Work task — Everything in the listing below needs restating exactly, apart from the pictures.
* * * * * * *
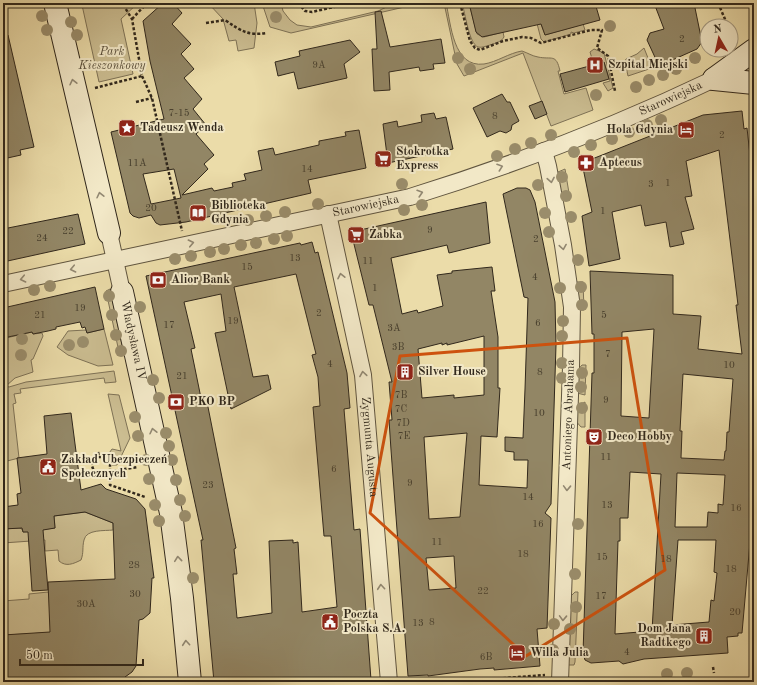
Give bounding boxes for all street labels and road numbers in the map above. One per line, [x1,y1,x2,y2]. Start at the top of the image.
street label: Starowiejska [638,79,704,118]
street label: Starowiejska [331,193,400,219]
street label: Władysława IV [118,300,147,382]
street label: Antoniego Abrahama [561,359,577,471]
street label: Zygmunta Augusta [359,396,379,498]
* * * * * * *
Result for this exercise —
Give bounding boxes for all street labels and road numbers in the map above. One per line, [x1,y1,x2,y2]. Start at the top of the image.
street label: Starowiejska [638,79,704,118]
street label: Starowiejska [331,193,400,219]
street label: Władysława IV [118,300,147,382]
street label: Antoniego Abrahama [561,359,577,471]
street label: Zygmunta Augusta [359,396,379,498]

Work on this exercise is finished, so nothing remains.